Hi guys,
I am trying to write a Python 3 code (using lxml module) to extract some specific data from a webpage.
A sample of the HTML data presented in the webpage is as below.
______________________________________________________________
<tr>
<td><span class="number blue">xx</span></td>
<td>001</td>
<td>002</td>
</tr>
______________________________________________________________
My code:
from lxml import html
import requests
page = requests.get("http://some_website.aspx")
tree = html.fromstring(page.content)
var_1 = tree.xpath('//span[@class="number blue"]/text()')
print(var_1)
______________________________________________________________
I am able to extract the first data (i.e. xx) and store into "var_1". However, I would also need to extract the data that are within the <td> tags of the class "number blue", and store it.
Appreciate it if someone can help to advise on this problem. Thank you.
Sorry mate. I didn’t notice that python code tags feature as I was using an iPhone to post this question (so the screen is quite small).
I will take note of your advice but right now, can anyone please advise me on how to solve this issue?
Remove
text()
from Xpath,can use
.text
from lxml.
Now can also take out
.attrib
from CSS class.
from lxml import etree
# Simulate a web page
html = '''\
<html>
<head>
<title>foo</title>
</head>
<body>
<tr>
<td><span class="number blue">xx</span></td>
<td>001</td>
<td>002</td>
</tr>>
</body>
</html>'''
tree = etree.fromstring(html)
span_tag = tree.xpath("//span[@class='number blue']")
print(span_tag[0].text)
print(span_tag[0].attrib.get('class'))
Output:
xx
number blue
That link you posted @nilmao is for not using regex with XML/HTML.
lxml is an XML and HTML parser.
lxml Wrote:lxml is the most feature-rich and easy-to-use library for processing XML and HTML in the Python language.

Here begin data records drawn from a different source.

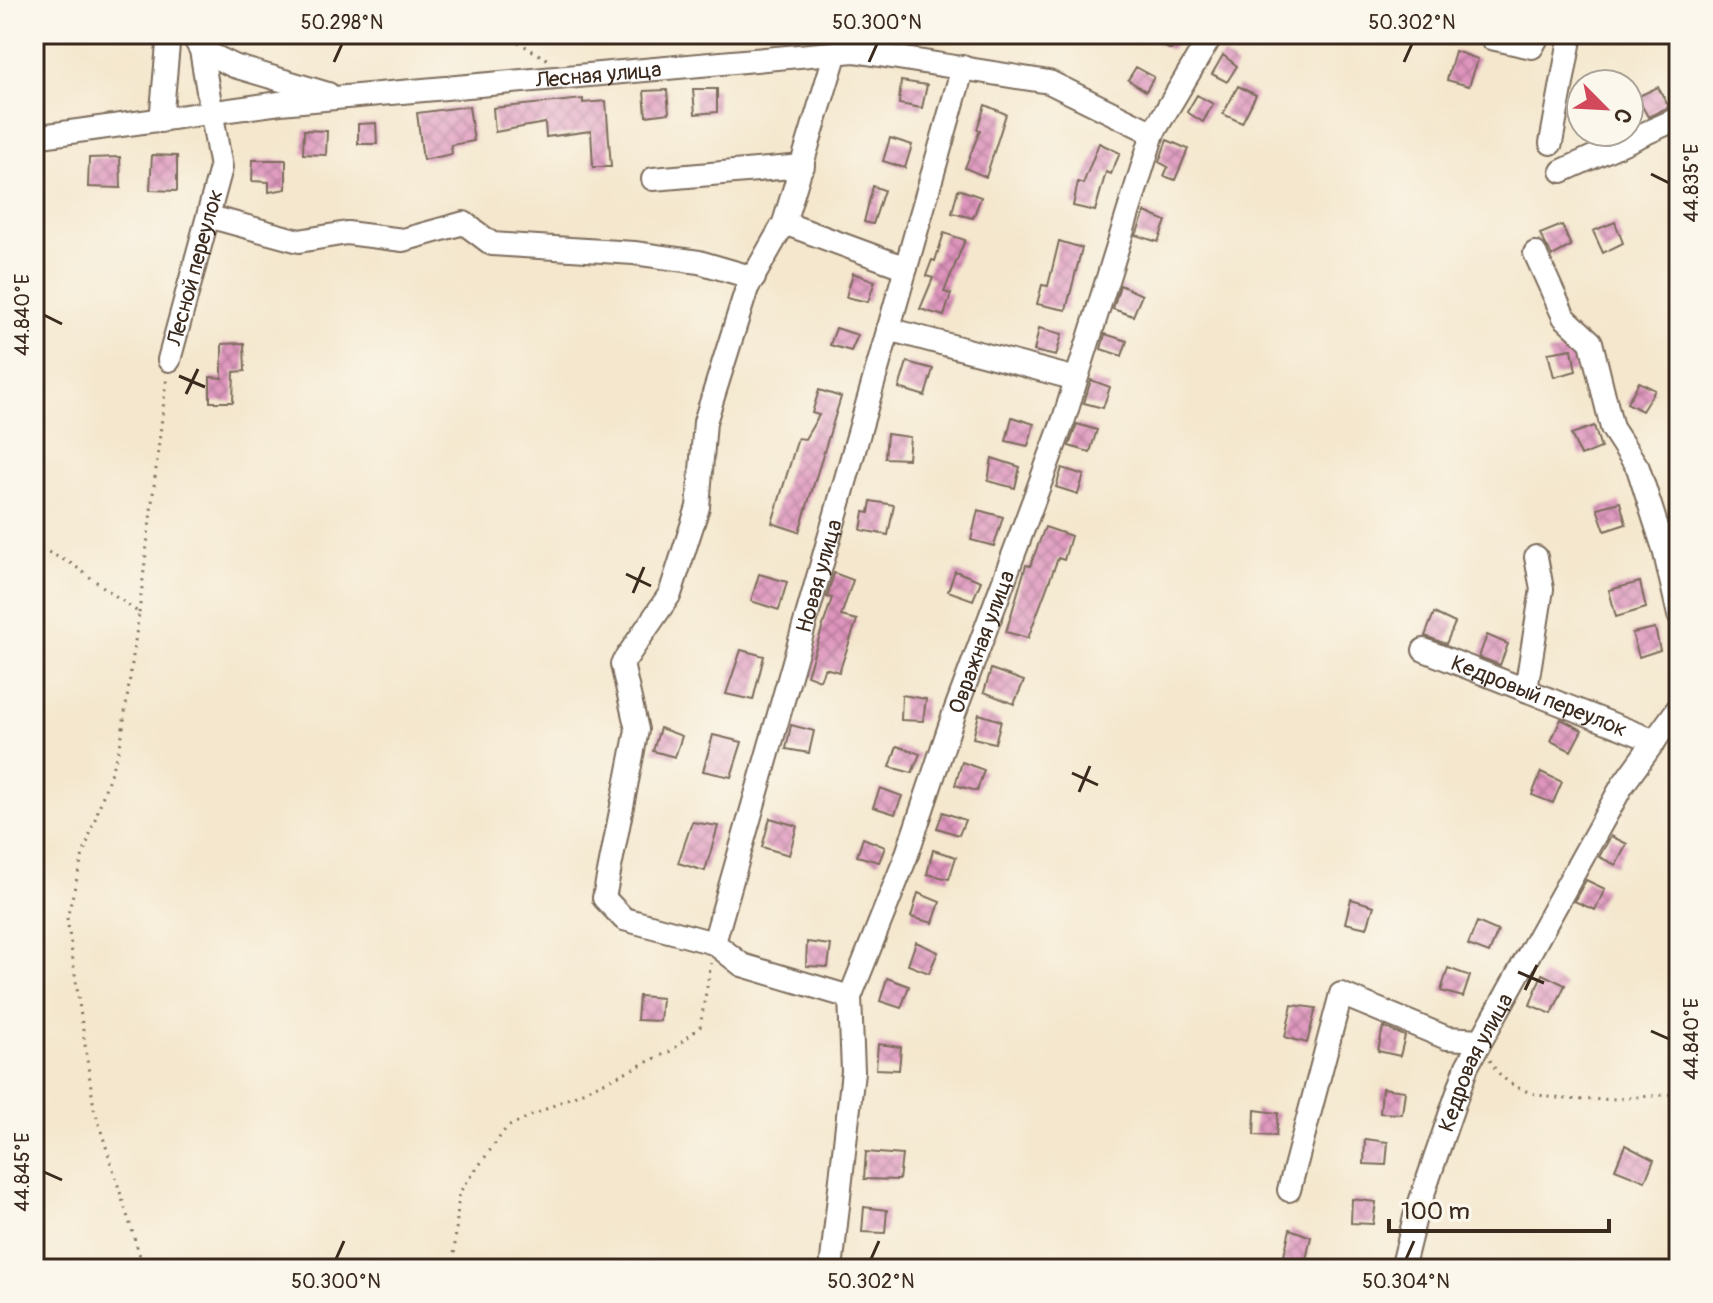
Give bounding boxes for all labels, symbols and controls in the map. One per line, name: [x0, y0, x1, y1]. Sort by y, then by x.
text: 50.298°N: [301, 10, 383, 35]
text: 50.300°N: [832, 10, 922, 35]
text: 50.302°N: [1368, 10, 1456, 35]
street label: Лесная улица: [533, 56, 663, 95]
north arrow: [1565, 68, 1645, 148]
text: С: [1607, 104, 1638, 128]
text: 44.835°E: [1679, 144, 1704, 222]
street label: Лесной переулок: [160, 186, 230, 350]
text: 44.840°E: [10, 274, 35, 356]
street label: Новая улица: [790, 516, 849, 636]
street label: Овражная улица: [942, 567, 1021, 718]
street label: Кедровый переулок: [1447, 649, 1631, 744]
street label: Кедровая улица: [1432, 988, 1520, 1135]
text: 44.840°E: [1679, 998, 1704, 1080]
text: 44.845°E: [10, 1132, 35, 1212]
scale bar: [1389, 1183, 1609, 1233]
text: 100 m: [1401, 1197, 1470, 1226]
text: 50.300°N: [291, 1269, 381, 1294]
text: 50.302°N: [827, 1269, 915, 1294]
text: 50.304°N: [1362, 1269, 1450, 1294]

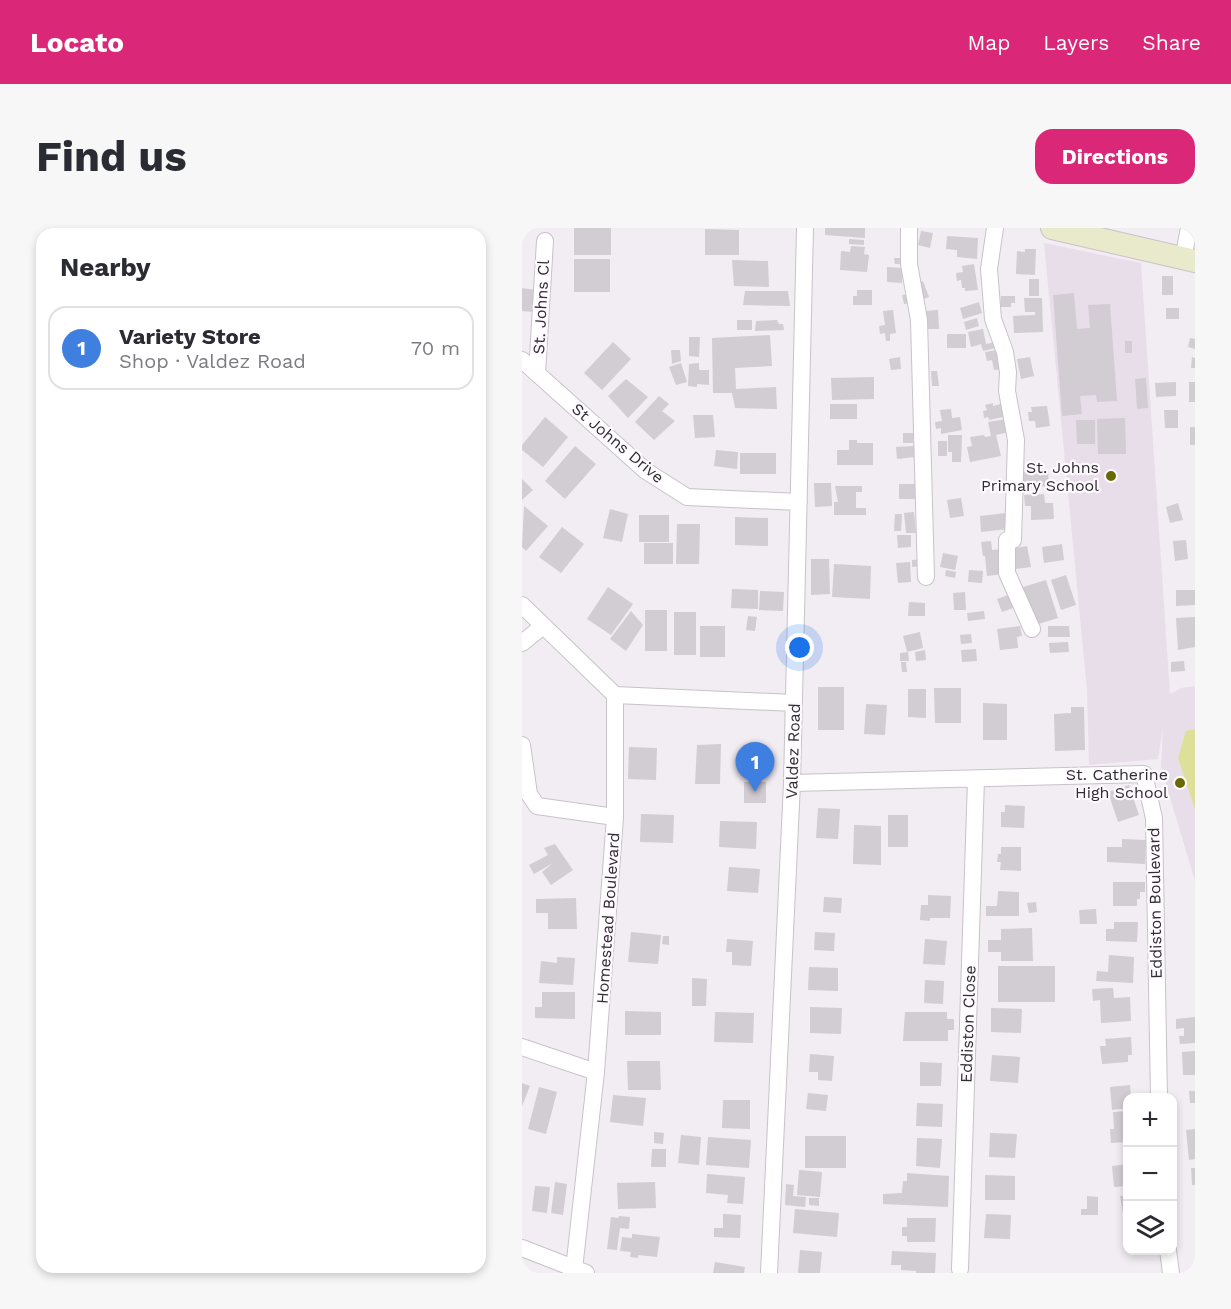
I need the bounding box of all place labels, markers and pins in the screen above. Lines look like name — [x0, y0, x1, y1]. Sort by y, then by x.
place label: St. Johns Primary School — [981, 458, 1099, 495]
marker: St. Johns Primary School — [1104, 469, 1118, 483]
pin: 1 — [736, 742, 774, 792]
place label: St. Catherine High School — [1066, 765, 1168, 802]
marker: St. Catherine High School — [1173, 776, 1187, 790]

(Aug-23-2018, 08:01 PM)snippsat Wrote: [ -> ]That link you posted @nilmao is for not using regex with XML/HTML.
lxml is an XML and HTML parser.
lxml Wrote:lxml is the most feature-rich and easy-to-use library for processing XML and HTML in the Python language.
I’m a little confuse here and can I use lxml module to parse HTML data and extract the specific data within the HTML td tag.
Can you guys please provide me a code snippet of how to achieve that, so that it will help me to understand better, and also, I’m really a noob who just started to learn Python.
Thank you.
(Aug-23-2018, 11:47 PM)Takeshio Wrote: [ -> ]I’m a little confuse here and can I use lxml module to parse HTML data and extract the specific data within the HTML td tag.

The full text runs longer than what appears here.